As a vegan you will be, instead of defrosting meat, getting into the habit of soaking beans and legumes for your evening meal. 

I quickly learned as a vegan who ate more beans and legumes than the average meat-eater, and even vegan, that these things also came in packs, not just cans.

The first time I tried cooking lentils, for example, I just threw ‘em straight into the pan, from the pack, and now don’t eat them unless I soak them first. 

But why do we soak beans? Is there a benefit to getting dried beans and soaking them before cooking them? Why not just get canned beans and save myself the fuss?

All will be answered shortly, but firstly, let’s go through the main few questions.

Should you soak beans before cooking them?

Soaking beans prior to cooking helps them to cook through better, reducing cooking time to around half.

As well as this added benefit, soaking beans also help to clean them more thoroughly, as beans can’t be cleaned prior to packing for fear of mould developing. 

Okay, so now we know that soaking beans helps them to cook through better, and clean them more. 

How long should you soak beans for?

You should as a rule of thumb aim for generally 4-12 hours when soaking beans, legumes and lentils. Although I’d personally prefer to aim for the 8-12 hour mark. 

This gives you adequate time to ensure your beans are ready to start cooking. 

Is it healthier to soak beans?

It’s not necessarily healthier, but soaking beans does improve the bioavailability of nutrients and help to reduce anti nutrients.

Anti nutrients such as saponins and phytates; which can bind to valuable nutrients and negatively affect absorption. 

What are saponins?

According to research, saponins are plant by-products, with certain types that can be irritating to the respiratory and digestive tract. 

What are phytates?

Phytates are technically antioxidants, which you could argue are beneficial for the human body.
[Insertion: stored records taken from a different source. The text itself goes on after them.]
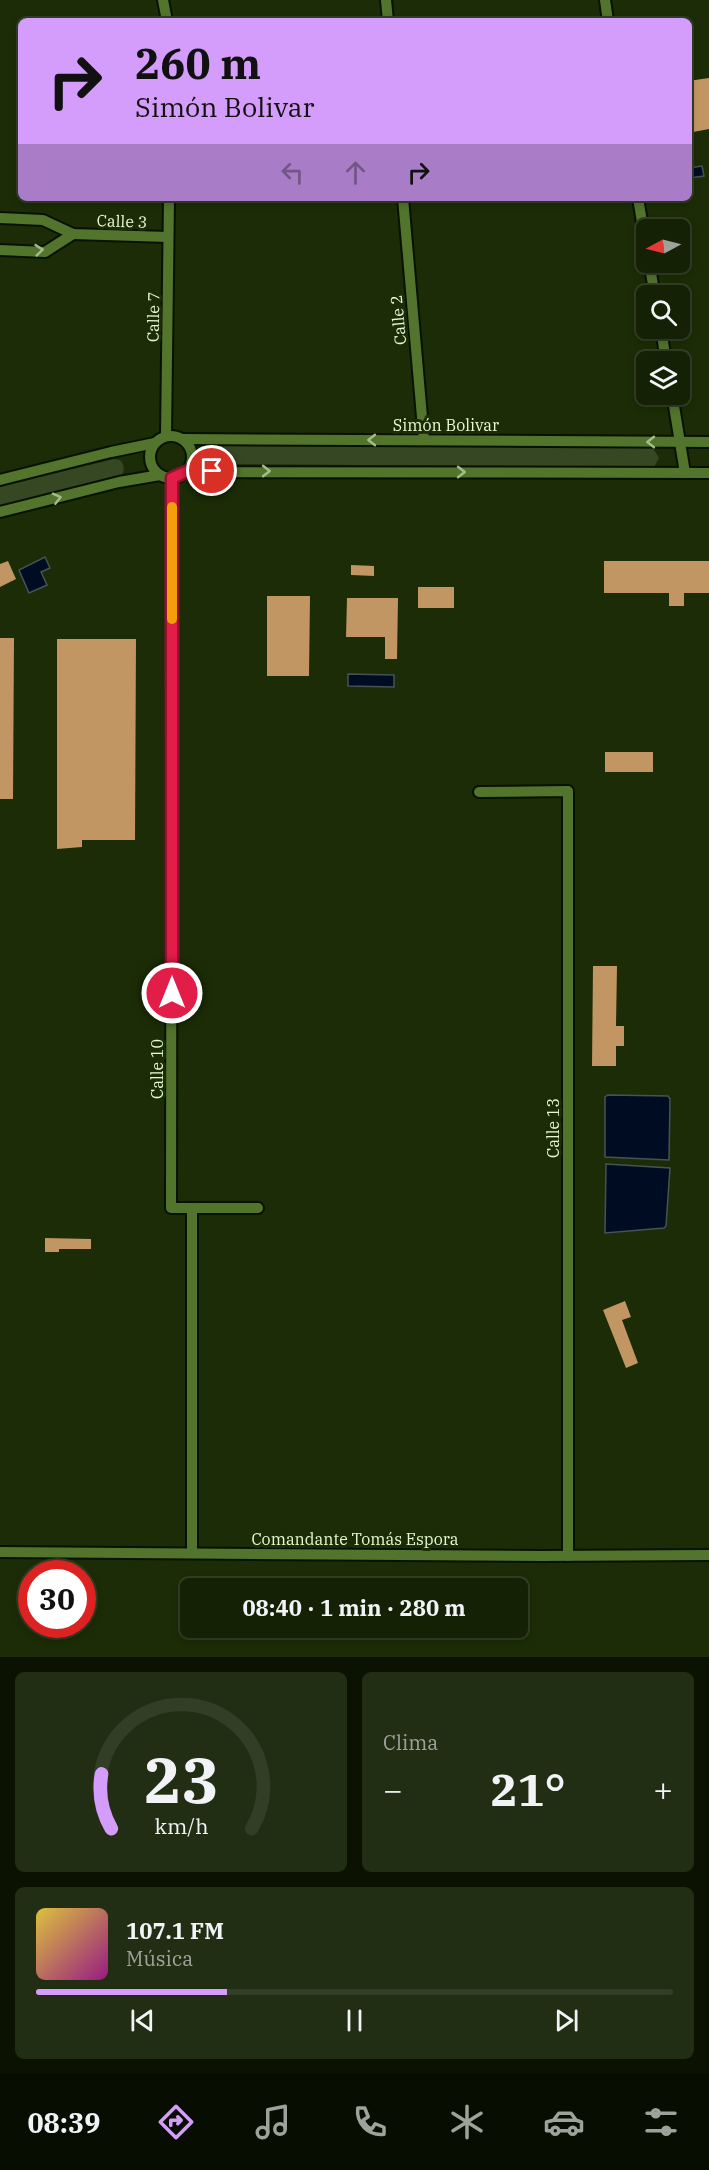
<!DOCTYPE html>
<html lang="es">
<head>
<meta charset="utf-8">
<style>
	:root { --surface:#142104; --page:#212e13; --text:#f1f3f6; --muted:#9da39a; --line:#333e26; --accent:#d49cfb }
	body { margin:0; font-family:"IBM Plex Serif",serif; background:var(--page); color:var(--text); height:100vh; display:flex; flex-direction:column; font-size:22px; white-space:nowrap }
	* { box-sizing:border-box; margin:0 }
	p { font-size:20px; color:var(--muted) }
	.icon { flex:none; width:33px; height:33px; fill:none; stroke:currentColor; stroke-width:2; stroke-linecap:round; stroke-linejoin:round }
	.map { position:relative; height:1657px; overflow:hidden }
	.sheet { display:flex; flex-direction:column; gap:15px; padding:15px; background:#0b1202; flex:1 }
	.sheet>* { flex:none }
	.top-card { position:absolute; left:18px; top:18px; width:674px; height:183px; border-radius:9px; box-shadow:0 3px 9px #0003,0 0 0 2px var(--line); background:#d49cfb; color:#111; overflow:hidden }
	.needle { width:39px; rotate:263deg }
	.controls { position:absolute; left:636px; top:219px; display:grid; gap:12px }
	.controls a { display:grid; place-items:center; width:54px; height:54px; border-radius:9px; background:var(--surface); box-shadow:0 3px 9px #0003,0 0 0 2px var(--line); font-size:30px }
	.speed { position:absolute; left:18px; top:1560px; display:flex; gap:12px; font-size:30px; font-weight:700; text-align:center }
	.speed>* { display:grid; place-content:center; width:78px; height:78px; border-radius:50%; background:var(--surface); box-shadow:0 3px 9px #0003,0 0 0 2px var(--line); line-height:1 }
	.speed .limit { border:9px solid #d22; background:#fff; color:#111 }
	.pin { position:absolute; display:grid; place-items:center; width:51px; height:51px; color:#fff; margin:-26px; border:3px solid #fff; border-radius:50%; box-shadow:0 2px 6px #0007 }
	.me { position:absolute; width:66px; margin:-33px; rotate:0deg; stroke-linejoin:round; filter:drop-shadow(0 0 4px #0008) }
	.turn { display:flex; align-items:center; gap:21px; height:126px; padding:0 18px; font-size:27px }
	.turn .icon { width:78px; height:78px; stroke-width:2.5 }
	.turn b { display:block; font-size:42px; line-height:51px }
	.lanes { display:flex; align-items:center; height:57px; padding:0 18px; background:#0003; justify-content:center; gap:30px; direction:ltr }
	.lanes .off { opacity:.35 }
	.big { font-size:45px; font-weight:700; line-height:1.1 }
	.sheet .widget { flex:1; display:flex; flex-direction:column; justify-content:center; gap:9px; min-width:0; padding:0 21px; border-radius:9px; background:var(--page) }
	.sheet .dial { align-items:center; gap:0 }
	.dial svg { height:156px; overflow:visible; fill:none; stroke:var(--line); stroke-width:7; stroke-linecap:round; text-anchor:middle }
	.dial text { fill:var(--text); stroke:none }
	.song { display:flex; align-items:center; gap:18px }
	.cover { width:72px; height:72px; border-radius:9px; background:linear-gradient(135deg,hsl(50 70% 55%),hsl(310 70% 35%)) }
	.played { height:6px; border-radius:3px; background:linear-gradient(90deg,var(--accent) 30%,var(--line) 30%) }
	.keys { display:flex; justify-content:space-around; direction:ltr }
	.heat { display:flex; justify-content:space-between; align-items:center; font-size:33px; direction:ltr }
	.sheet .tiles { flex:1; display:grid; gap:15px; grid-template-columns:1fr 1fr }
	.widget:last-child { grid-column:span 2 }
	.trip { position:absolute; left:180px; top:1578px; width:348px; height:60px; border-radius:9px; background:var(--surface); box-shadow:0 3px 9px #0003,0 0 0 2px var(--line); font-weight:700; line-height:60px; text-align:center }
	.tab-bar { display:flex; height:96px; justify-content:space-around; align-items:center; background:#080d02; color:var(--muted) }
	.tab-bar .icon { width:42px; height:42px }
	.tab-bar .on { color:var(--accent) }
	.tab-bar b { font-size:27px; color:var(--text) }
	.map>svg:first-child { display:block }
</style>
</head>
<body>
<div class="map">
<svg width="709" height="1657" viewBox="0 0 709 1657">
	<rect width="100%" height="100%" fill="#1b2c06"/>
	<g fill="#364724">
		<path d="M 209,445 L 653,448 L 659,458 L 654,467 L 209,464 C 200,459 200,450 209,445 Z"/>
		<path d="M 114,459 L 120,460 C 125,466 125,471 120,477 L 0,505 L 0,486 Z"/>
	</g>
	<g fill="#000c21" stroke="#455357" stroke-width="1.5">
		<polygon points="702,166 704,176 689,178 689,168"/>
		<polygon points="45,557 50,568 41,572 47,585 29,593 19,570"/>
		<polygon points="348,674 394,675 394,687 348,686"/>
		<polygon points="608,1095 668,1096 670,1099 669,1160 605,1157 605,1097"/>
		<polygon points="606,1164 670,1168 666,1226 664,1228 605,1233"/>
	</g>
	<g fill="#c29663">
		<polygon points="709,78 709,129 688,133 688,81"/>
		<polygon points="8,561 16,579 0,587 0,564"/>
		<polygon points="604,561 709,561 709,593 684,593 684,606 669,606 669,593 604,593"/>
		<polygon points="351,565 374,566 374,576 351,575"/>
		<rect x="418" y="587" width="36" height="21"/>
		<polygon points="267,596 310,596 309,676 267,676"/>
		<polygon points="347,598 398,598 397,659 385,659 385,637 346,637"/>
		<polygon points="0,638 14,638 13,799 0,799"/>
		<polygon points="57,639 136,639 135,840 82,840 82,847 57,849"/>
		<rect x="605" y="752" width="48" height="20"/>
		<polygon points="593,966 617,966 616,1026 624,1026 624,1046 616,1046 616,1066 592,1066"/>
		<polygon points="45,1238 91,1239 91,1249 59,1249 59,1252 45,1252"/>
		<polygon points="625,1301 631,1317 622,1320 638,1363 626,1368 603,1310"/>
	</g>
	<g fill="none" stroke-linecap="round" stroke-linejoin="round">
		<defs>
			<g id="street">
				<polyline points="163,0 167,21"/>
				<polyline points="386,0 388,21"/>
				<polyline points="605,0 608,21"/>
				<polyline points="403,198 424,440"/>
				<polyline points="638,198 646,246"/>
				<polyline points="0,218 43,220 73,234 168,237"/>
				<polyline points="0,250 45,252 73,234"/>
				<polyline points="649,262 655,296"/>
				<polyline points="661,328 666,362"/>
				<polyline points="672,394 685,473"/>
				<polyline points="166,436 169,198"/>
				<circle cx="171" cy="457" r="21"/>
				<polyline points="183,439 709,442"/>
				<polyline points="186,472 709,473"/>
				<polyline points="172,478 171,1208 258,1208"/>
				<polyline points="0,480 111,452 155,443"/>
				<polyline points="0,512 119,482 160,475"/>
				<polyline points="479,792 568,791 568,1556"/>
				<polyline points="192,1208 192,1553"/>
				<polyline points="0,1552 541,1556 709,1555"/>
			</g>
		</defs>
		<use href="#street" stroke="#081201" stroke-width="14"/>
		<use href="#street" stroke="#52742c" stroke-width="10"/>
	</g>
	<defs><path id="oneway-chevron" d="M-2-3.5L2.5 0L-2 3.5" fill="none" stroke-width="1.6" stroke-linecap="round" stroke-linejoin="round" transform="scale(1.5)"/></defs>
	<g stroke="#a3bd88">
		<use href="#oneway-chevron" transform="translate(39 250) rotate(-6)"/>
		<use href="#oneway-chevron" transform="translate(372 440) rotate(-180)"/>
		<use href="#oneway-chevron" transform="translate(651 442) rotate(-180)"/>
		<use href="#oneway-chevron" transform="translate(266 471)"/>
		<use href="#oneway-chevron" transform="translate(461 472)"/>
		<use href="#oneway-chevron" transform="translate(57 498) rotate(-14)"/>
	</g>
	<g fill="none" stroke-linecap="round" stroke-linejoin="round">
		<defs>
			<polyline id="route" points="172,993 172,478 188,471 212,471"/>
		</defs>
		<use href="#route" stroke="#92132f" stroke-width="15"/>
		<use href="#route" stroke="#e11d48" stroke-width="10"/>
		<polyline stroke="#f59e0b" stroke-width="10" points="172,619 172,507"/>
	</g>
	<g text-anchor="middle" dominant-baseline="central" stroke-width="6" stroke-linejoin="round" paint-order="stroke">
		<g font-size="16" fill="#e5f9d4" stroke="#1b2c06">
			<text transform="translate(122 221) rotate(2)">Calle 3</text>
			<text transform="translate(153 317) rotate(-89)">Calle 7</text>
			<text transform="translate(398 320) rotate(-95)">Calle 2</text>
			<text x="446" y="425">Simón Bolivar</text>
			<text transform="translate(157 1069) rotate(-90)">Calle 10</text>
			<text transform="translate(553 1128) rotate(-90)">Calle 13</text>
			<text x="355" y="1539">Comandante Tomás Espora</text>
		</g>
	</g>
</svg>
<div class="controls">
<a><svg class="needle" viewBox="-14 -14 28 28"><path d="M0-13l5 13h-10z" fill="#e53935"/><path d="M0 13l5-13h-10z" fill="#9da39a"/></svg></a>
<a><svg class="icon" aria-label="search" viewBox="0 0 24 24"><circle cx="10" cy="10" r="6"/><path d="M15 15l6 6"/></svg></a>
<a><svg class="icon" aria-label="layers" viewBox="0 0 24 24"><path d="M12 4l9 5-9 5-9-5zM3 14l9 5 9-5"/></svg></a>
</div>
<div class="speed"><div class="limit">30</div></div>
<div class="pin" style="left:212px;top:471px;background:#d93025"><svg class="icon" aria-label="arrive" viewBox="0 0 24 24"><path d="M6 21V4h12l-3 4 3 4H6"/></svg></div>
<svg class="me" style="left:172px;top:993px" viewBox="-20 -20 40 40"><circle r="17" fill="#e11d48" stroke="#fff" stroke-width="3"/><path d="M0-11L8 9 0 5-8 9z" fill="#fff"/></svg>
<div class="trip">08:40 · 1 min · 280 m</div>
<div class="top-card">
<div class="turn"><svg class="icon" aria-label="right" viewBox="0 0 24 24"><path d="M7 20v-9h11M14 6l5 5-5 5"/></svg><div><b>260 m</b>Simón Bolivar</div></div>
<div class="lanes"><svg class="icon off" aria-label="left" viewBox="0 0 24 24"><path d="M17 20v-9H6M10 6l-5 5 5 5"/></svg><svg class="icon off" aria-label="ahead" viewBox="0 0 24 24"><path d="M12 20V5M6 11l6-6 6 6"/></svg><svg class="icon" aria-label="right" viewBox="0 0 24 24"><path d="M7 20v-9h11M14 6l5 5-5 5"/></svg></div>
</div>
</div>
<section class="sheet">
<div class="tiles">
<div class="widget dial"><svg viewBox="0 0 100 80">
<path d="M14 69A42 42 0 1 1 86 69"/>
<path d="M14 69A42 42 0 0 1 9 41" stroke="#d49cfb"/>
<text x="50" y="56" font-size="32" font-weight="700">23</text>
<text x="50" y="72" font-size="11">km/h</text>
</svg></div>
<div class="widget"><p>Clima</p>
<div class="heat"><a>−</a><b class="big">21°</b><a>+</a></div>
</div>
<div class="widget">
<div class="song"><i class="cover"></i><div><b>107.1 FM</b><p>Música</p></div></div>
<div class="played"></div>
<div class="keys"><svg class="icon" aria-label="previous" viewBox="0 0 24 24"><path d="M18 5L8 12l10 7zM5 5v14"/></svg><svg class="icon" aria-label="pause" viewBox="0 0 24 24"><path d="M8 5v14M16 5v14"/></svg><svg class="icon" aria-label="next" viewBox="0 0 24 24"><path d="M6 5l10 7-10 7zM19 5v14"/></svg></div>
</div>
</div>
</section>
<nav class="tab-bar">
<b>08:39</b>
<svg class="icon on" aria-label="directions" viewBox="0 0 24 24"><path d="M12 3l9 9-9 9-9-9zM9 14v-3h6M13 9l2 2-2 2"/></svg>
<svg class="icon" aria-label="music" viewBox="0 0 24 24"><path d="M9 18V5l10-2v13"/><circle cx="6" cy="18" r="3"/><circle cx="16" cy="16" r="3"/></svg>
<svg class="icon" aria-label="phone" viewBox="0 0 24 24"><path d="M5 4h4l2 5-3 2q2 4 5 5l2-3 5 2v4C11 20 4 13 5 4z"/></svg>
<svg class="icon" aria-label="climate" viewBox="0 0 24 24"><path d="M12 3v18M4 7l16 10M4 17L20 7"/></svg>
<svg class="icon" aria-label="car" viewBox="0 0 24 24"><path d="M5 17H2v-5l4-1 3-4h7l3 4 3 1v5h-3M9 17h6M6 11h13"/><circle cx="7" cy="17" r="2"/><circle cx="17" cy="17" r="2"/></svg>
<svg class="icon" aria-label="filters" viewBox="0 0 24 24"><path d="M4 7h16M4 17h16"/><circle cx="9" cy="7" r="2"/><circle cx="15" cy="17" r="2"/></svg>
</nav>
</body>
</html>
However, research shows that phytates also have the tendency to bind to minerals such as iron, caIcium, and manganese, preventing your body from absorbing them.

In that case, you may not want to skip the soaking prior to cooking your beans, considering you’d get a better nutritional bang for your buck if you didn’t.

Should you cook beans in the soak water?

Ideally you’d want to drain off the excess “bean water” considering they’re likely to be filled with phytates and saponins that are better off discarded.

The exception of course being if you need aquafaba (or chickpea water) for a vegan recipe that calls for it, in that case you’d save it. 

I personally, do not cook my beans in the soak water, and I feel my stomach thanks me for it!

Benefits of soaking dried beans vs canned 

Although canned beans and peas will forever be convenient, there are quite a few advantages to soaking them instead.

Firstly being the nutrient preservation and minimal processing for the dried beans, allows you to work with the most unadulterated possible version of the legume.

Other than the lack of heavy metals found almost exclusively in canned foods, you also have the monetary benefit of not having to buy more chickpeas every time you need a portion.

It’s actually cheaper and you can make about 2-3x more meals with the dried alternative, all for the sake of convenience. 

Not to mention there’s less aluminium mined from the ground when you don’t buy canned beans, it’s a win-win. 

Soaking your beans and legumes

We hope you learned a thing or two about soaking beans and legumes and the benefits of which.